Past Issue

Volume 20, Number 3, Autumn 2018, Serial Number: 79, Pages: 396-402

The Effects of Sodium Selenite on Mitochondrial DNA Copy Number and Reactive Oxygen Species Levels of In Vitro Matured Mouse Oocytes

Nassim Ghorbanmehr, Ph.D, 1, 2, Mojdeh Salehnia, Ph.D, 1, *, Mahboobeh Amooshahi, Ph.D, 1,
Department of Anatomy, Faculty of Medical Sciences, Tarbiat Modares University, Tehran, Iran
Department of Biotechnology, Faculty of Biological Sciences, Alzahra University, Tehran, Iran
*Corresponding Address: P.O. Box: 14115-111 Department of Anatomy Faculty of Medical Sciences Tarbiat Modares University Tehran Iran



The aim of present study is to determine the effects of supplementation of oocyte maturation medium with sodium selenite (SS) on oocyte mitochondrial DNA (mtDNA) copy number and reactive oxygen species (ROS) levels.

Materials and Methods

In this experimental study germinal vesicle (GV), metaphase I (MI), and metaphase II (MII) stage oocytes were recovered from 6-8 week old female mice after superovulation. Some of the GV oocytes were cultured and matured in the presence and absence of SS. Then in vivo and in vitro matured (IVM) oocytes were subjected to mitochondria staining by MitoTracker green, ROS analysis, and mtDNA copy number determination using absolute real-time polymerase chain reaction (PCR).

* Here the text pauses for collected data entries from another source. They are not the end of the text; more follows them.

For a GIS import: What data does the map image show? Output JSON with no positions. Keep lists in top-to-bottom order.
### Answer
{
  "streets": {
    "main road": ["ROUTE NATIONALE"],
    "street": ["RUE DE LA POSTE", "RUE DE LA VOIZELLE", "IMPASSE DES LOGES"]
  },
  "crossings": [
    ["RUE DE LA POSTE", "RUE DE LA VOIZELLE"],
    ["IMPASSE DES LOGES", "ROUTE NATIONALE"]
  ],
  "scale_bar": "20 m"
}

The maturation rate of GV oocytes to the MII stage significantly increased in the SS supplemented group (79.25%) compared to the control group (72.46%, P<0.05). The intensity of mitochondrial staining was not different among the studied groups, whereas the mitochondria distribution in the cytoplasm of the IVM oocytes showed some aggregation pattern. The in vivo obtained MII oocytes had lower ROS levels and higher mtDNA copy numbers than IVM-MII oocytes (P<0.05). The SS supplemented group had significantly lower ROS levels and higher mtDNA copy numbers than the non-treated group (P<0.05).


SS increased oocyte mtDNA copy number by decreasing oxidative stress. SS had an association with better oocyte developmental competence.